* **Dataset excerpts**
┌──

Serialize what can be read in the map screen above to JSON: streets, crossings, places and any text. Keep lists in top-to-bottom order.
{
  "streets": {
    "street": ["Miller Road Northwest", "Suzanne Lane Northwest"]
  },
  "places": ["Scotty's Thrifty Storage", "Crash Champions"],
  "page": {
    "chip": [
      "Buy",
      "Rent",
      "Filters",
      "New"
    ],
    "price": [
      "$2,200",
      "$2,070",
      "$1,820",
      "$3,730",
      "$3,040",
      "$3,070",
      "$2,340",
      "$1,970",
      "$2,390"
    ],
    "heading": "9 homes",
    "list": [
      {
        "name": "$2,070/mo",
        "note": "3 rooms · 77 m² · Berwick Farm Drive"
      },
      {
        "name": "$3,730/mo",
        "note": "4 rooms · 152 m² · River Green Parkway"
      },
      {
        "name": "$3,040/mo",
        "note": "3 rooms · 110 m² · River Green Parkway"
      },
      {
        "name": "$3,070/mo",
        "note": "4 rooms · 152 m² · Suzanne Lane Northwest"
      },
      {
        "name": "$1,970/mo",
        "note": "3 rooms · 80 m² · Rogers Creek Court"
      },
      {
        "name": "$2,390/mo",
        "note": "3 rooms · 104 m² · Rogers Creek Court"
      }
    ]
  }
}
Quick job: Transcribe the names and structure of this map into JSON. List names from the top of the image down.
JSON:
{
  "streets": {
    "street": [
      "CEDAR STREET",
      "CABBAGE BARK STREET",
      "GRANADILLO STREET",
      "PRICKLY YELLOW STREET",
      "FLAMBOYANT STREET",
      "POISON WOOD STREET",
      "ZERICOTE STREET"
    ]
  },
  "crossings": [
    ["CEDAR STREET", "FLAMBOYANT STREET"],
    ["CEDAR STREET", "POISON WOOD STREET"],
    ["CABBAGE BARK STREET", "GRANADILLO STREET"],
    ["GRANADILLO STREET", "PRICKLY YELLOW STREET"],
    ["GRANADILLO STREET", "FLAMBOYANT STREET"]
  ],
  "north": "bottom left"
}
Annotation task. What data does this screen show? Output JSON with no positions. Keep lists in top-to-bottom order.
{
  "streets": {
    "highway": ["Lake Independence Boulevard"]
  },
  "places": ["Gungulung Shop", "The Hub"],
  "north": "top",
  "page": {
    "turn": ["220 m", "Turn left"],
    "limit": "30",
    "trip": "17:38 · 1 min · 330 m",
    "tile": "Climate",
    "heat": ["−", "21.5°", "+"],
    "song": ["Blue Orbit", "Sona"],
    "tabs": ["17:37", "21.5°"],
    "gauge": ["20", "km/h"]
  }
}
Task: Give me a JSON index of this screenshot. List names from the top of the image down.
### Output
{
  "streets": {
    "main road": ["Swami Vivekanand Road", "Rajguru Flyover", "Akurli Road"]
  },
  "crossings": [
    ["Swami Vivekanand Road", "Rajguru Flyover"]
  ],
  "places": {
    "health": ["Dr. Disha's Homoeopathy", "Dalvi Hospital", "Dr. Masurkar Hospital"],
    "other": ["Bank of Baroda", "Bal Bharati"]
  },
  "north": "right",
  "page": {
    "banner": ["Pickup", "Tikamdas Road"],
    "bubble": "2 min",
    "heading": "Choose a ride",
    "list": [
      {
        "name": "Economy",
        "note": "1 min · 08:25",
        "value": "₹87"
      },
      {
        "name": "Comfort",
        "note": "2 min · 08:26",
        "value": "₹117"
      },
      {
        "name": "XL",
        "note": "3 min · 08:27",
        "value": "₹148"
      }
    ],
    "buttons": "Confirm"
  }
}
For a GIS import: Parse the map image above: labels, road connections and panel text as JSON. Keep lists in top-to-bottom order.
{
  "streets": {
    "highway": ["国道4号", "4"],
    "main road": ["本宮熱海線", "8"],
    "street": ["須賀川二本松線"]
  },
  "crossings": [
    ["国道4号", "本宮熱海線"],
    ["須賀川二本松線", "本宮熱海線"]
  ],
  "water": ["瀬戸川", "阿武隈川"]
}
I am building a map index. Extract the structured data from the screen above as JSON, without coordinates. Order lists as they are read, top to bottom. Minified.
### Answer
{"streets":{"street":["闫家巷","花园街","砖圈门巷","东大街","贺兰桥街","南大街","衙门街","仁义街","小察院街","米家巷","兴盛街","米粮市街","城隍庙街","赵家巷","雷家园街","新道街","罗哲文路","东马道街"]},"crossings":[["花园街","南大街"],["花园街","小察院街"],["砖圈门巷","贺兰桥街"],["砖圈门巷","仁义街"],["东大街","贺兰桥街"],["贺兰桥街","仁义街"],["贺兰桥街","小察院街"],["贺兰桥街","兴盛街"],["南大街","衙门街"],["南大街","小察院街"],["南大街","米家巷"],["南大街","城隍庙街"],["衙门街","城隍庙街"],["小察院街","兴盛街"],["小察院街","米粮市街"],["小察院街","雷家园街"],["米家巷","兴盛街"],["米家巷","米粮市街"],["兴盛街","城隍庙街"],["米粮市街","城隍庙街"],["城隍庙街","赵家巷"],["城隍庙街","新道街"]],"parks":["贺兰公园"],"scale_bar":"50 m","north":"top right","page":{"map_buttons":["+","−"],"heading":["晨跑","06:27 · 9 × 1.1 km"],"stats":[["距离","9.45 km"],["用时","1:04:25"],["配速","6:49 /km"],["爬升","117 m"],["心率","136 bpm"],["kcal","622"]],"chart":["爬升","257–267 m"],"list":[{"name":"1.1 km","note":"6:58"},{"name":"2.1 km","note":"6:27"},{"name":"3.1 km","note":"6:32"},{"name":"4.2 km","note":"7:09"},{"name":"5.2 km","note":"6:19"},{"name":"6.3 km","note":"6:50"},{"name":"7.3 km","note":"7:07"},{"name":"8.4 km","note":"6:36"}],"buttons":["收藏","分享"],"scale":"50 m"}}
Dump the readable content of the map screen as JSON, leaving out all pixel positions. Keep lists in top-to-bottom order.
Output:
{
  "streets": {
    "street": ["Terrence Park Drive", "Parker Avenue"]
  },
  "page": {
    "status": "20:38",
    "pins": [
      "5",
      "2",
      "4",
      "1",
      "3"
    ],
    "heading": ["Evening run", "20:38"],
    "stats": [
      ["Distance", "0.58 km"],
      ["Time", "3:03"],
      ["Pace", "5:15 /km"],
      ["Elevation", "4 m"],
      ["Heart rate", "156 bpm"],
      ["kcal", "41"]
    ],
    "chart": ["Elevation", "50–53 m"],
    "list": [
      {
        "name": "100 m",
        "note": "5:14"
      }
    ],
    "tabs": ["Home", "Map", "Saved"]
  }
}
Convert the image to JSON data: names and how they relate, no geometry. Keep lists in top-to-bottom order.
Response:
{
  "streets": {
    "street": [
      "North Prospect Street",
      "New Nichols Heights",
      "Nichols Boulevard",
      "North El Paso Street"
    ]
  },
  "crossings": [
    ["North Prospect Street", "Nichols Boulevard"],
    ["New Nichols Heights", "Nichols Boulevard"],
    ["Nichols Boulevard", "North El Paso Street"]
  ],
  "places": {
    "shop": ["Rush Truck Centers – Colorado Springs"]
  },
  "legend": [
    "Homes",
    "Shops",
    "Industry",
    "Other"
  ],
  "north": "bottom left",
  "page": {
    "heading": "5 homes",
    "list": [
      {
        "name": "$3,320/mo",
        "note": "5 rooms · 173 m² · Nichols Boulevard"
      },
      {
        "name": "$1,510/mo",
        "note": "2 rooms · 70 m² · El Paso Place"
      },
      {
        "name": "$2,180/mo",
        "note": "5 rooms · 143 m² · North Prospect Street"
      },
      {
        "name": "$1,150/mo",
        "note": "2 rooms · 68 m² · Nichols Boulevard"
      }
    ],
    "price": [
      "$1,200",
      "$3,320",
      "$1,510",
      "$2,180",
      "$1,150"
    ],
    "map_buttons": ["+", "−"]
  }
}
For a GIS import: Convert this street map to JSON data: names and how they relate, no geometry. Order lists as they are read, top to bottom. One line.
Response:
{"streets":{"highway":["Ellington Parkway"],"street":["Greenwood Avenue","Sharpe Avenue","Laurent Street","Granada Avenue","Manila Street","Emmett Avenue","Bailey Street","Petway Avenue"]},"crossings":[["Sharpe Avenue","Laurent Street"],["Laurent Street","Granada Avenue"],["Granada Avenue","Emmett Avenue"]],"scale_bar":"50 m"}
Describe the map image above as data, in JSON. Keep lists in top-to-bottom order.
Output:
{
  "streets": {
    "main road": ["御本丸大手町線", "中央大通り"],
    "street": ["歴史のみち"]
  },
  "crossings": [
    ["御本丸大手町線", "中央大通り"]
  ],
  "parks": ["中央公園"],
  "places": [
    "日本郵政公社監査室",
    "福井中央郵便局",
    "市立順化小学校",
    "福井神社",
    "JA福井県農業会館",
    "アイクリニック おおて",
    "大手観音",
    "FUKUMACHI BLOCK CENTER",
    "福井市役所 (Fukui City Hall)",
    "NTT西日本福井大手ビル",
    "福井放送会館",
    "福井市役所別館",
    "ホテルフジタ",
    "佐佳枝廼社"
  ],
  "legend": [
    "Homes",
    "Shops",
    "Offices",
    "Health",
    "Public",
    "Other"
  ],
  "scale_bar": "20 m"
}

└──

* **Exercise goal**
Only a number is wanted here: how many lines of the records above hold the word "down".

* **Result of this exercise**
2